Washington, D.C. 20549

FORM 8-K
( Amendment No. 1 )
 
CURRENT REPORT

Pursuant to Section 13 or 15(d) of the Securities Exchange Act of 1934

August 29, 2013
Date of Report


Direct LED, Inc.

Delaware
333-182737
45-5290376
(State or other Jurisdiction)
(Commission File No.)
(IRS Employer I.D. No.)
 
231 W. 39th St. Suite 726 New York, New York
(Address of Principal Executive Offices)
 
 
Registrant’s Telephone Number,( including area code) : (201) 289-0991


Check the appropriate box below if the Form 8-K filing is intended to simultaneously satisfy the filing obligation of the registrant under any of the following provisions (see General Instruction A.2. below):

o Written communications pursuant to Rule 425 under the Securities Act (17 CFR 230.425)

o Soliciting material pursuant to Rule 14a-12 under the Exchange Act (17 CFR 240.14a-12)

o Pre-commencement communications pursuant to Rule 14d-2(b) under the Exchange Act (17 CFR 240.14d-2(b))

o Pre-commencement communications pursuant to Rule 13e-4(c) under the Exchange Act (17 CFR 240.13e-4(c))
 
 
 
 
 

 

ITEM 4.01  Changes in Registrant’s Certfying Accountant.

              The Company recently became aware that effective July 31, 2013, the Public Accounting Oversight Board (“PCAOB”) permanently revoked the registration of Stan J.H. Lee, CPA. Lee was found to have violated Rule 4006 by improperly creating, altering, and backdating audit documentation concerning another firm’s audit of 2007 financial statements of an issuer in connection with PCAOB inspection. As such, the company has dismissed Stan J.H. Lee, CPA and  may not include any audit reports included in its filings with the commission. Such audits must be re-audited by David Aronson, CPA as approved by our board of directors as of the date of this filing.

The reports of Stan J. H. Lee, CPA on the Company’s consolidated financial statements as of and for the period ended May 31, 2012 did not contain an adverse or a disclaimer of opinion, and were not qualified or modified as to uncertainty, audit scope or accounting principles.

During the years ended May 2012; through August 14, 2013, there were no (a) disagreements with Stan J. H. Lee, CPA on any matter of accounting principles or practices, financial statement disclosure, or auditing scope or procedure, which disagreements, if not resolved to Stan J. H. Lee, CPA’s satisfaction, would have caused Stan J. H. Lee, CPA to make reference to the subject matter thereof in connection with its reports for such years; or (b) reportable events, as described under Item 304(a)(1)(v) of regulation S-K.

The company provided Stan J. H. Lee, CPA with a copy of the disclosures it is making in this Current Report on Form 8-K and requested from Stan J. H. Lee, CPA a letter addressed to the Securities and Exchange Commission indicating whether it agrees with such disclosures. A copy of Stan J. H. Lee, CPA’s letter dated September _ 2013 attached as Exhibit 16.1.

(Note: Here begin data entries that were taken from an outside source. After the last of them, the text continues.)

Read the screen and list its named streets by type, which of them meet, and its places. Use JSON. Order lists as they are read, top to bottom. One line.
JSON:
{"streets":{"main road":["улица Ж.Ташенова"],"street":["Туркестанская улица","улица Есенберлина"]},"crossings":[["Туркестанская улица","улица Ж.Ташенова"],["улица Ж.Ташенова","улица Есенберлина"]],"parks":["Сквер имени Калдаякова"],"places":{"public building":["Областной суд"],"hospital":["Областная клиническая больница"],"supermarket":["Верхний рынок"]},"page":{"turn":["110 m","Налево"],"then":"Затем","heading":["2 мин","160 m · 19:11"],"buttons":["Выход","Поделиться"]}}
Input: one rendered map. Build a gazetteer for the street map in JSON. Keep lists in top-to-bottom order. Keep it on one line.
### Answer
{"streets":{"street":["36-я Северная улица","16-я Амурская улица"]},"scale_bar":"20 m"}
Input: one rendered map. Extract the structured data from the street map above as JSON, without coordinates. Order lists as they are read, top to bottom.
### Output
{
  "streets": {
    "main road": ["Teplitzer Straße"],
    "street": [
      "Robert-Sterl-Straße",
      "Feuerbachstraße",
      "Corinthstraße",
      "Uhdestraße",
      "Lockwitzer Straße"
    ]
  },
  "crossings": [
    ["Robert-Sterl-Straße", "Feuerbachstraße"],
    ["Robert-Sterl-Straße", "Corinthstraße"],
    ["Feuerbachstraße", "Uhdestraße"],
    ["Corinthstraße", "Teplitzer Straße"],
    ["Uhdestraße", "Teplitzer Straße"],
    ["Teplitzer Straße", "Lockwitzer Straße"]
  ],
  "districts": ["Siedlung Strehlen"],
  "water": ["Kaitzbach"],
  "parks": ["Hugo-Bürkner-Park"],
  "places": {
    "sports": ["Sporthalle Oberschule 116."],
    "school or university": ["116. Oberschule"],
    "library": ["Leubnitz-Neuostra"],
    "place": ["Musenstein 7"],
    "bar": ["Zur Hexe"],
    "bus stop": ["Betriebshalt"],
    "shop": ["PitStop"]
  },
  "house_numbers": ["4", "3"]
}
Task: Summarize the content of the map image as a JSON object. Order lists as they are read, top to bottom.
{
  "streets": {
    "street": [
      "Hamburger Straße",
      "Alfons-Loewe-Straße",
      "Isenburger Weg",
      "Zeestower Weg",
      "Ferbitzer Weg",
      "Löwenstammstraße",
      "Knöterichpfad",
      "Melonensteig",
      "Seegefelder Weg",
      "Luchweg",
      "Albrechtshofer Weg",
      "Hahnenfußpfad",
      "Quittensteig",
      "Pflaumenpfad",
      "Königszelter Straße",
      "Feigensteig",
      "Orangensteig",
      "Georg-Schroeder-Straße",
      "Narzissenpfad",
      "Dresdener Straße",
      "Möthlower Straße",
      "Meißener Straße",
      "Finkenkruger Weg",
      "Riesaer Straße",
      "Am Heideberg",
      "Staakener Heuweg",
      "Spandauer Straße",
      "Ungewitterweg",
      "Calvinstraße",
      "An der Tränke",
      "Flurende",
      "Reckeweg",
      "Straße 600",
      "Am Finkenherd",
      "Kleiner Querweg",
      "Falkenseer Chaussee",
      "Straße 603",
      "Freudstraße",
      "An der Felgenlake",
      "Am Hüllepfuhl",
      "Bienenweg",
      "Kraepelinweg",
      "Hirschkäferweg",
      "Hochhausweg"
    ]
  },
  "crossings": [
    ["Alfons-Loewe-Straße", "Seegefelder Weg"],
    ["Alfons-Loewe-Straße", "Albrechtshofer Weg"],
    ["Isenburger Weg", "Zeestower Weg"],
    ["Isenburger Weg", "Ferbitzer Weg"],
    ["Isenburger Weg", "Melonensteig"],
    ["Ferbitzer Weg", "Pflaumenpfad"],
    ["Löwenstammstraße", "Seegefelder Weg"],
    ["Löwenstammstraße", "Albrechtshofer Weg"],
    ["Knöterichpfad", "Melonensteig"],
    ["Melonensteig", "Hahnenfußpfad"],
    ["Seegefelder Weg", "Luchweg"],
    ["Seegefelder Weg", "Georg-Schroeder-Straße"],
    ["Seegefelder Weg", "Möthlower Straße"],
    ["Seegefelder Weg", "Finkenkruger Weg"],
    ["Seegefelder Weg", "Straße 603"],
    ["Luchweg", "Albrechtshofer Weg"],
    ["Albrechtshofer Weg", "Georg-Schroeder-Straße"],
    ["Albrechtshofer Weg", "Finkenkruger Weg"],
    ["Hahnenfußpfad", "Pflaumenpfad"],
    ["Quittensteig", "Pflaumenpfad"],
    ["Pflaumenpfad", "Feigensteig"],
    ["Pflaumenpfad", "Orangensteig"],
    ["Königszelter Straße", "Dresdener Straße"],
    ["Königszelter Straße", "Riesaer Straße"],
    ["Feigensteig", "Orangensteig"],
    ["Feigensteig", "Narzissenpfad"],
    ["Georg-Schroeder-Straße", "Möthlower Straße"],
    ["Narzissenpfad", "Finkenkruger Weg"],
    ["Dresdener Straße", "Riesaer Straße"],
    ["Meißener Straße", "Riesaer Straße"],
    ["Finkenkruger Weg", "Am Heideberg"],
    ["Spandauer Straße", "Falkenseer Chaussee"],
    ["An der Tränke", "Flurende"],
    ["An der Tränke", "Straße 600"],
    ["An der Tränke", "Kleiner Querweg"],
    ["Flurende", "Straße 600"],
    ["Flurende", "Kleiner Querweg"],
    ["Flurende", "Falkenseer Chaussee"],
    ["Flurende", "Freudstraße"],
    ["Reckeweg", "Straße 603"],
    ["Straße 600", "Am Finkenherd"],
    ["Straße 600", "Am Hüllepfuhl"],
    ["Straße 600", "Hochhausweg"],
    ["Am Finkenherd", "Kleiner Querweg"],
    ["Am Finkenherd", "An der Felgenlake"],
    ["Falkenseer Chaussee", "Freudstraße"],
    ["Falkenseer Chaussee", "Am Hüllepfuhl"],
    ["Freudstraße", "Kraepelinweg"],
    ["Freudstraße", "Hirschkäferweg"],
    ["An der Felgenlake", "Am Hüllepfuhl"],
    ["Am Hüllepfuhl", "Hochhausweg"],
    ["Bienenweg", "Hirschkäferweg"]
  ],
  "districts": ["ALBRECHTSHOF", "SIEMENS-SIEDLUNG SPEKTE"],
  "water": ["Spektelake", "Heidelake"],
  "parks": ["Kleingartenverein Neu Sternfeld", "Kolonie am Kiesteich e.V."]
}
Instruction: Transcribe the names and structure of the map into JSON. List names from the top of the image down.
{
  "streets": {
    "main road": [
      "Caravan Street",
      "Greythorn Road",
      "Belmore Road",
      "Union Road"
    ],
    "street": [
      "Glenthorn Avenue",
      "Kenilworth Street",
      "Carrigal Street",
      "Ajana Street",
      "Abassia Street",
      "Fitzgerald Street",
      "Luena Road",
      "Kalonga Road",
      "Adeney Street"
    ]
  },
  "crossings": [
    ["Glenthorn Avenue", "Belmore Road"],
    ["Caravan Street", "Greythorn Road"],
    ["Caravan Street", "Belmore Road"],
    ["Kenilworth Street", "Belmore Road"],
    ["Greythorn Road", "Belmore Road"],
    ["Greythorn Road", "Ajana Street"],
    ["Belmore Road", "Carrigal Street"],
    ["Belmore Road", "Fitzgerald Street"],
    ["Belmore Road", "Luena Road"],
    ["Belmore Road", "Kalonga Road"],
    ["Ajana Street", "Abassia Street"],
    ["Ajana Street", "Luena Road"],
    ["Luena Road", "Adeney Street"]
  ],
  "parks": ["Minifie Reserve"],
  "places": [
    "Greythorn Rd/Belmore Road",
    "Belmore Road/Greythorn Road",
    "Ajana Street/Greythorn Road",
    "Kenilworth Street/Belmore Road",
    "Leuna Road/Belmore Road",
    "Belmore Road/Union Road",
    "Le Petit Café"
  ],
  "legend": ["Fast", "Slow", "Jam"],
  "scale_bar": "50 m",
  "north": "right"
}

Contemporaneous with the determination to dismiss Stan J. H. Lee, CPA, the Company engaged David Aronson, CPA as the Company’s independent registered public accounting firm for the year ended May 31, 2012, also to be effective immediately following the filing of the Company’s Third Quarter 10-Q.

During the period ended May 31, 2012 and the subsequent interim period through June 30, 2013, the Company did not consult with Stan J. H. Lee, CPA regarding any of the matters or events set forth in Item 304(a)(2) of regulation S-K.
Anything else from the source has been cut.